Here is the abstract:

This paper reports on two related perception studies about the property Advanced Tongue Root (ATR) in Dàgáárè (Mabia; Ghana). We examine how well native speakers are able to distinguish ATR contrasts as well as the effects of harmony and disharmony on perception, thereby testing hypotheses that have been made in the literature about the perceptual motivations of harmony systems. We find that, as expected, ATR mid vowels and Retracted Tongue Root (RTR) high vowels are the hardest to distinguish in Dàgáárè, but contrary to expectations, harmony does not improve accuracy in discriminating ATR contrasts. Nonetheless, we find the accuracy on disharmonic disyllabic forms is significantly worse than the accuracy in monosyllabic forms, which may indicate that disharmony hurts perception. We examine the implications for our understanding of the motivations of harmony systems and discuss how this paper contributes to the very minimal existing literature on perception in African languages.

Congratulations Avery, Gianna, and Samuel! We're excited to see so many wonderful collaborations within our department.

June 8, 2022

Ba-TOM 1!

The First Toronto-Montreal Bantu Colloquium (Ba-TOM) was hosted (IN PERSON!) on our Scarborough Campus from May 27th -28th! 

Students from the Winter Semester Field Method courses at the University of Toronto and at McGill's linguistics department presented their final papers at Ba-Tom 1. 

Here we have almost all the UofT presenters! 

Check out the program to see how many UofT names you can recognize!


This was an amazing event and the department is excited to see Ba-TOM continue in the years to come! 

May 10, 2022

UofT presents at Annual Conference on African Linguistics!

The Department of Linguistics at the University of California San Diego hosted the 53rd Annual Conference on African Linguistics in early April (2022).
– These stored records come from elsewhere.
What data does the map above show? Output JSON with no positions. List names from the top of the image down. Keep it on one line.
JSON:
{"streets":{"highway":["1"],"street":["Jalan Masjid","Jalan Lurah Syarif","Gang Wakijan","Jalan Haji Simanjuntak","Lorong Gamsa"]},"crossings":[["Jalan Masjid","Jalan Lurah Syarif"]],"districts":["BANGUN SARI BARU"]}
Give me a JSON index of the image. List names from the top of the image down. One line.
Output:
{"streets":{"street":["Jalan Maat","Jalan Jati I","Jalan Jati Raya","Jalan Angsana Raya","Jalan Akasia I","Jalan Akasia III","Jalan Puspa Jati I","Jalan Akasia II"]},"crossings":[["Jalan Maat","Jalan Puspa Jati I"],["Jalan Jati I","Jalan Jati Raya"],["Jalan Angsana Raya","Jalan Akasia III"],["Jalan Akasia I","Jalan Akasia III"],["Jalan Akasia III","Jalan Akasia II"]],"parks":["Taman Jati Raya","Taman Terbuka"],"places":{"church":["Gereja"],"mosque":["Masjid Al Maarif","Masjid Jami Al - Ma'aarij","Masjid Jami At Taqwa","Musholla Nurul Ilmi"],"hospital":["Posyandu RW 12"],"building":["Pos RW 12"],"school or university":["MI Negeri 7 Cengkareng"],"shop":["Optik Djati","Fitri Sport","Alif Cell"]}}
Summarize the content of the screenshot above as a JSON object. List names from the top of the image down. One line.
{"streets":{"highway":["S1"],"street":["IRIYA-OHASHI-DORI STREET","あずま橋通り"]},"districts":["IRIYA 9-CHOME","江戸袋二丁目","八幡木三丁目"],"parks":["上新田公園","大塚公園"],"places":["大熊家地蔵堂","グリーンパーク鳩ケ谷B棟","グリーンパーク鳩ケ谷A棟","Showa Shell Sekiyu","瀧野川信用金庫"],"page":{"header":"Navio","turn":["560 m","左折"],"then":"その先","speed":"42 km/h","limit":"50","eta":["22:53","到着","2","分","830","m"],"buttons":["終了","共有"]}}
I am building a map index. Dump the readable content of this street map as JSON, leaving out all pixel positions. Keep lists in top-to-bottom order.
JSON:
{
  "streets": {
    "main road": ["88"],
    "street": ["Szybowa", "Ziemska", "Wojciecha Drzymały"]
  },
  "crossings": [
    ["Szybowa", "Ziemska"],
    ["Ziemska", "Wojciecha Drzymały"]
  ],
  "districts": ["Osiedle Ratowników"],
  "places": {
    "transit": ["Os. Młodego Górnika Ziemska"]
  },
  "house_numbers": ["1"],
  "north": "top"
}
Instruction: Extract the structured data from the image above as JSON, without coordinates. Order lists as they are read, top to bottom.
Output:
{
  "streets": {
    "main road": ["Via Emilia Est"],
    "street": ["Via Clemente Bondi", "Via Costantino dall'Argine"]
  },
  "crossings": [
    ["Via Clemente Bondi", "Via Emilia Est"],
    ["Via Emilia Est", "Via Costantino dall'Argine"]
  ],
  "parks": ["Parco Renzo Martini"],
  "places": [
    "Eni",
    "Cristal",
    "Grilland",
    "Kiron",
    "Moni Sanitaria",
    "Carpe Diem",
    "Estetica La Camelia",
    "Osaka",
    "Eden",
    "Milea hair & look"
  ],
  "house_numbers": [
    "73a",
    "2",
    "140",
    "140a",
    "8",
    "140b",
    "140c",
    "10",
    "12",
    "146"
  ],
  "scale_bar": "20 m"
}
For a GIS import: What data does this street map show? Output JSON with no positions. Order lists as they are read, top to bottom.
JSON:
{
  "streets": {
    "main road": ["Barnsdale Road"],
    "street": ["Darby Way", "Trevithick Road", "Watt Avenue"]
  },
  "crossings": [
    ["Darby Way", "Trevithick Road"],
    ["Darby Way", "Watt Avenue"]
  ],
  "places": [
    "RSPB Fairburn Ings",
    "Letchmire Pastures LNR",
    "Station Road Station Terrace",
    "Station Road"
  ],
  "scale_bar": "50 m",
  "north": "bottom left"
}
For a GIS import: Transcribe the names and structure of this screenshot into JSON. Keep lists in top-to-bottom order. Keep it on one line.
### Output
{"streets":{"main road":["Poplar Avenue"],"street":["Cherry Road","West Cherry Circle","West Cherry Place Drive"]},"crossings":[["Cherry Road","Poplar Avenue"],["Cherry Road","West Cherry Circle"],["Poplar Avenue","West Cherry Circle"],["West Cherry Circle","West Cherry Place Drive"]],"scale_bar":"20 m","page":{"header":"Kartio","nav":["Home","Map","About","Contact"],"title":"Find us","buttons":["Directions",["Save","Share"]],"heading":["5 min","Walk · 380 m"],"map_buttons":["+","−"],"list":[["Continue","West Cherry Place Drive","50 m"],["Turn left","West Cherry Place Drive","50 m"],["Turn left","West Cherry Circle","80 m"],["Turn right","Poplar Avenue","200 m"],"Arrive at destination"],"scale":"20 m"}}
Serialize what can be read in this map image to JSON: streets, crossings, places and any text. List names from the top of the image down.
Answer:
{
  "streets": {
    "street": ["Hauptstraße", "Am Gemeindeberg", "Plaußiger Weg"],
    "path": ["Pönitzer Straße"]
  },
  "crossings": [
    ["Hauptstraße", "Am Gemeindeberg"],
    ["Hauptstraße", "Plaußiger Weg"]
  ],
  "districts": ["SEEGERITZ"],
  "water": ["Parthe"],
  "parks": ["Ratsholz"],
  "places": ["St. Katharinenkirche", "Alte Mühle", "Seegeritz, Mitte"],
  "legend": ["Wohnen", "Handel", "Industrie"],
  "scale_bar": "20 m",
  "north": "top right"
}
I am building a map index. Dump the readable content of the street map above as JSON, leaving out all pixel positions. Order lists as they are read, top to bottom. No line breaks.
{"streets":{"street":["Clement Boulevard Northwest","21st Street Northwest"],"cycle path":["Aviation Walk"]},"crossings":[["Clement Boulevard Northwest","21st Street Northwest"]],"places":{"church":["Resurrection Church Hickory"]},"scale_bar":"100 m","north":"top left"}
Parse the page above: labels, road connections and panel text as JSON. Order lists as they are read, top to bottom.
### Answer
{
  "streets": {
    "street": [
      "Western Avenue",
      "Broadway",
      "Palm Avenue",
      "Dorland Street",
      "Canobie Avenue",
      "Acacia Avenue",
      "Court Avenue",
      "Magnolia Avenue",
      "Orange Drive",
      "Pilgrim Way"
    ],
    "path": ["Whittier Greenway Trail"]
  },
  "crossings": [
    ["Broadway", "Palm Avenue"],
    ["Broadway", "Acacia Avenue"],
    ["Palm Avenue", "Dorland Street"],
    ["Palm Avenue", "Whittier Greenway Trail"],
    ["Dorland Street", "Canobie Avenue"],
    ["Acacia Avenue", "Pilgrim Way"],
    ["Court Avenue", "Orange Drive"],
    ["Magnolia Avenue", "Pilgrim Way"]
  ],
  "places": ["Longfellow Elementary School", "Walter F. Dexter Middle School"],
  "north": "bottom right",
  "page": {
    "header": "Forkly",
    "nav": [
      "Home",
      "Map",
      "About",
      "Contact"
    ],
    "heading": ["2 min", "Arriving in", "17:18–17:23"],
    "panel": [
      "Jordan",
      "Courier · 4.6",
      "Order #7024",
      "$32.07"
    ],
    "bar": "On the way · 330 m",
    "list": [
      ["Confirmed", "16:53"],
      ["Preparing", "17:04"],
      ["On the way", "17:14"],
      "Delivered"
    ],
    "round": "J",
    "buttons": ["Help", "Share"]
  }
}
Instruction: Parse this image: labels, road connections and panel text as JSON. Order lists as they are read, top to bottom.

Several UofT linguists attended.

Avery Ozburn (Faculty), Gabriel Palmieri (PhD Student) and Madeline Glover (Undergrad UTM Student) presented their work on ATR Phonetics in Keiyo

Avery Ozburn (Faculty), Gianna F Giovio Canavesi (Undergrad student at UTM who will be graduating this June) and Samuel Akinbo (University of British Columbia) presented on the Perception of ATR in Dágáárè

Busy conference for Avery Ozburn! We appreciate all the hard work she and her students put into their work!